**Problem requirements:**
Your answer should consist of the lines below that hold the word "linejoin".

**Records shown:**
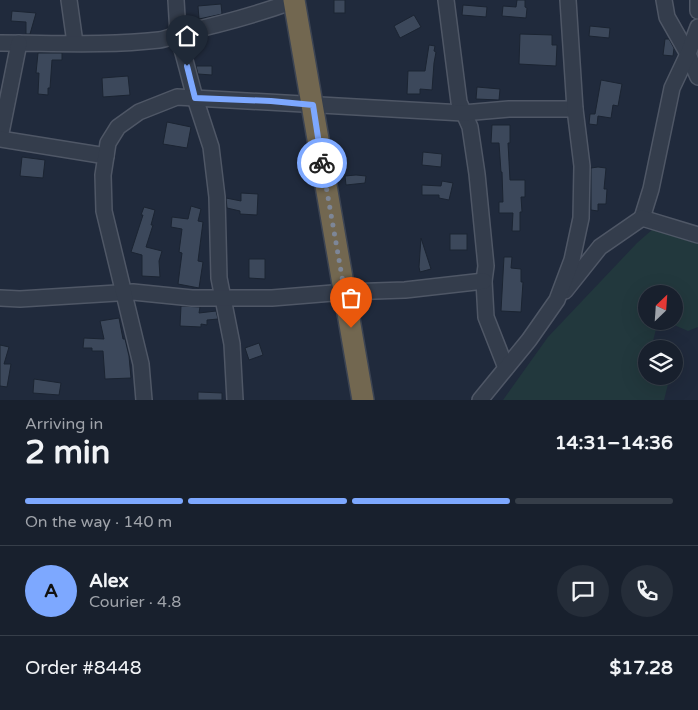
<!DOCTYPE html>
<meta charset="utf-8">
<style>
body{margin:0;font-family:"Varela Round",sans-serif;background:#252d39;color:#f1f3f6;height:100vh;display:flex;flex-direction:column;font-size:19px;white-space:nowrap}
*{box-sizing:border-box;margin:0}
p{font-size:16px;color:#9fa3aa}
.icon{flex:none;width:28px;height:28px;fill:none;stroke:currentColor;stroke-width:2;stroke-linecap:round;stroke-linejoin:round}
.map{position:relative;height:400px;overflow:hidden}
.details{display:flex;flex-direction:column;background:#18202d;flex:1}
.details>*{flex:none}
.needle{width:32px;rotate:25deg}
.controls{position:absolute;left:638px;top:285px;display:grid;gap:10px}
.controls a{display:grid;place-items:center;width:45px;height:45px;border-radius:50%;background:#18202d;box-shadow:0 5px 20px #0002,0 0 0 1px #363e49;font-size:25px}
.pin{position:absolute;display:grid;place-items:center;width:42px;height:42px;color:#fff;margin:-51px -21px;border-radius:50% 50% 50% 0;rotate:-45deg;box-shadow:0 0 5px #0007}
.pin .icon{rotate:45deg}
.courier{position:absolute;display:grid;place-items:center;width:50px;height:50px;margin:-25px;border:4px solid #7da8ff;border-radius:50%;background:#fff;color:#222;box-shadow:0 1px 6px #0007}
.head em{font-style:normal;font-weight:800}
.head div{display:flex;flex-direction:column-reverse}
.head{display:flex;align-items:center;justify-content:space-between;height:85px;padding:0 25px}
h1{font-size:32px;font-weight:800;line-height:38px}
.bar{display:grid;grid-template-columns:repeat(4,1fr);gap:8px 5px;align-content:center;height:60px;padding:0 25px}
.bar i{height:6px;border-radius:4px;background:#363e49}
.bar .active{background:#7da8ff}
.bar p{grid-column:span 4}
.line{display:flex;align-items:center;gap:12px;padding:0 25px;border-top:1px solid #363e49}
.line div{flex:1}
.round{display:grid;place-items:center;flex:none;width:52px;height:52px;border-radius:26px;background:#252d39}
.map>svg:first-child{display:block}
.green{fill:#22383d}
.building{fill:#3c485b;stroke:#1b2432}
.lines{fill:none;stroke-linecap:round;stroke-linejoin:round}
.minor-casing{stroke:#4f5766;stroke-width:18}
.highway-casing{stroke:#3c4453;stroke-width:24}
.minor{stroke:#343d4c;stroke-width:15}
.highway{stroke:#726750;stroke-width:21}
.done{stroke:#7d8697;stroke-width:5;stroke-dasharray:0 9}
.route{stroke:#7da8ff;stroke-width:6}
</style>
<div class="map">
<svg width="698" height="400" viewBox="0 0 698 400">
<rect width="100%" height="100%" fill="#202a3c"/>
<polygon class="green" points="653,229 698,241 698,327 688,331 665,321 674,321 674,294 646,294 646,321 658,321 651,349 646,349 646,376 670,376 664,400 503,400 548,337 637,243"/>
<g class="building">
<rect x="334" y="0" width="11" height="13"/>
<polygon points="517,0 525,0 525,7 527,8 526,18 502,16 503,6 516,7"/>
<polygon points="221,4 222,14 199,19 198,6"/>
<polygon points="463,5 487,7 486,17 462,15"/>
<polygon points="12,11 36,13 30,34 26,34 26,22 11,21"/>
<polygon points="414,15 421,27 400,38 394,26"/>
<polygon points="590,26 610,28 609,38 589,36"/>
<polygon points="520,34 552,35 552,45 557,45 556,66 519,64"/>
<polygon points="665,39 669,39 674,48 673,56 663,55"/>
<polygon points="429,45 435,46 434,51 436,52 434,63 432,90 420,89 420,94 407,94 408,71 425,71"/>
<polygon points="38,53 62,53 62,60 52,60 50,88 48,88 48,95 38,94 39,73 36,73"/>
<polygon points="196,66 212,66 212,75 198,74"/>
<polygon points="128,76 130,95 103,97 102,78"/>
<polygon points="601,80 622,84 618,106 613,105 611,118 598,116 597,125 589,124 590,114 595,114"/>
<polygon points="477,87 500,89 499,100 476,99"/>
<polygon points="167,122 191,127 187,148 163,144"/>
<polygon points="492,125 510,125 510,143 508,143 510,180 525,180 525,197 521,197 522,212 520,212 520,231 512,231 513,213 499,213 499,202 503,202 502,172 501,172 499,143 491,143"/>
<polygon points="423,152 442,154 441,167 422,165"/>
<polygon points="22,157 45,160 43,178 20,176"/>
<polygon points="598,167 606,168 604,189 607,189 606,204 598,204 598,211 591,210 591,168"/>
<polygon points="356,175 366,176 365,183 346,185 345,176"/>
<polygon points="442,181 453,183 449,200 439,198 439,195 422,195 422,185 441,186"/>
<polygon points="241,193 258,194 257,215 240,214 240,211 227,208 226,198 241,201"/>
<polygon points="191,206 201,209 198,221 203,222 198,261 203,262 199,288 178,284 182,253 179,252 182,229 171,227 172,217 188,219"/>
<polygon points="144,207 155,210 151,225 153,225 146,247 162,251 159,261 160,277 142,276 142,255 131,252 143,215 141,215"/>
<rect x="450" y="234" width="17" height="16"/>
<polygon points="421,238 431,269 420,272 419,267"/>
<polygon points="504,257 512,257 511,268 521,269 521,282 523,282 521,312 501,311"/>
<polygon points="249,259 265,259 265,279 249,278"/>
<polygon points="181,306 200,307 199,313 216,311 218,319 207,320 207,325 201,324 201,327 180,326"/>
<polygon points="119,318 123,339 125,339 129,356 131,378 105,379 103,351 92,351 92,348 83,348 84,338 104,339 100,321"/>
<polygon points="259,343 263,355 249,360 245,348"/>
<polygon points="0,345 9,347 4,364 11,364 7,387 0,386"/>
<polygon points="34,379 61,383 59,395 33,393"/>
<polygon points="198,392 222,393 222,400 198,400"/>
</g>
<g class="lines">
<g class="minor-casing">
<g id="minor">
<polyline points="69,0 75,43"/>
<polyline points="176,0 178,34 195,98 211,147 217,197 219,278 232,344 235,400"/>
<polyline points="446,0 459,102 470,127 477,174 486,266 484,281 486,317 506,368"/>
<polyline points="664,0 667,17 688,54 698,77"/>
<polyline points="698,0 698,11"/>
<path d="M0,43C53,43 107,46 159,40C167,39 174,35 181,33C222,24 255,15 294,1"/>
<polyline points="0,138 19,43"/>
<polyline points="0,139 106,156"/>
<polyline points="642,218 651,189 672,88 688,54 698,27"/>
<polyline points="565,291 600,247 642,218 698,235"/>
<polyline points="0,298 20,299 133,292 192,298 272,298 345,292 405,290 484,281"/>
<polyline points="144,400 141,364 104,211 103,175 108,143 118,127 139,112 177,97 463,113 509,109 575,109"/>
<polyline points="480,400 529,340 557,300 572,260 581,218 582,166 575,109 568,0"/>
</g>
</g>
<g class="highway-casing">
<polyline id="highway" points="294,0 363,400"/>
</g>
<use href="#minor" class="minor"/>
<use href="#highway" class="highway"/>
</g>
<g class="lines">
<polyline class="done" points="322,163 351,328"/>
<polyline class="route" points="187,66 195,98 271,101 313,105 322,163"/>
</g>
</svg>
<div class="controls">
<a><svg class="needle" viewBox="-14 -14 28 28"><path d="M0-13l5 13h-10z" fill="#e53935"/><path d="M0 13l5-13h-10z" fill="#9fa3aa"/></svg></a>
<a><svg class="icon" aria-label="layers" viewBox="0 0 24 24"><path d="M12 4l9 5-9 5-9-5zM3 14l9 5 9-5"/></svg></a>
</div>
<div class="pin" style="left:351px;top:328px;background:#ea580c"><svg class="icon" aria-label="bag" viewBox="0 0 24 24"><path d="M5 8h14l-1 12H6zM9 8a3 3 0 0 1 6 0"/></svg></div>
<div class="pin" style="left:187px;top:66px;background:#1f2937"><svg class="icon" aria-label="home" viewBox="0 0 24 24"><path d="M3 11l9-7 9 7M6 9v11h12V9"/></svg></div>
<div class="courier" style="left:322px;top:163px"><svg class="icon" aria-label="bike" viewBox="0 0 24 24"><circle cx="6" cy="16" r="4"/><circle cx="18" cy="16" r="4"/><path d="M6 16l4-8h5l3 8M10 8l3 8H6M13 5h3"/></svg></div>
</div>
<section class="details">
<div class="head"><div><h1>2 min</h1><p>Arriving in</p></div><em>14:31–14:36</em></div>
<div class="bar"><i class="active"></i><i class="active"></i><i class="active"></i><i></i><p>On the way · 140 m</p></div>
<div class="line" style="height:90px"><b class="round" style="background:#7da8ff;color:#111">A</b><div><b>Alex</b><p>Courier · 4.8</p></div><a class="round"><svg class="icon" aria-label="chat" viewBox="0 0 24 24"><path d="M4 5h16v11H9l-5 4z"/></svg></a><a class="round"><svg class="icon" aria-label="phone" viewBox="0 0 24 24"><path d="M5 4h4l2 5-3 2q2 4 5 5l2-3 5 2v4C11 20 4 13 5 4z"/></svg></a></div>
<div class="line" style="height:65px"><div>Order #8448</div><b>$17.28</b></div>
</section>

**Result:**
.icon{flex:none;width:28px;height:28px;fill:none;stroke:currentColor;stroke-width:2;stroke-linecap:round;stroke-linejoin:round}
.lines{fill:none;stroke-linecap:round;stroke-linejoin:round}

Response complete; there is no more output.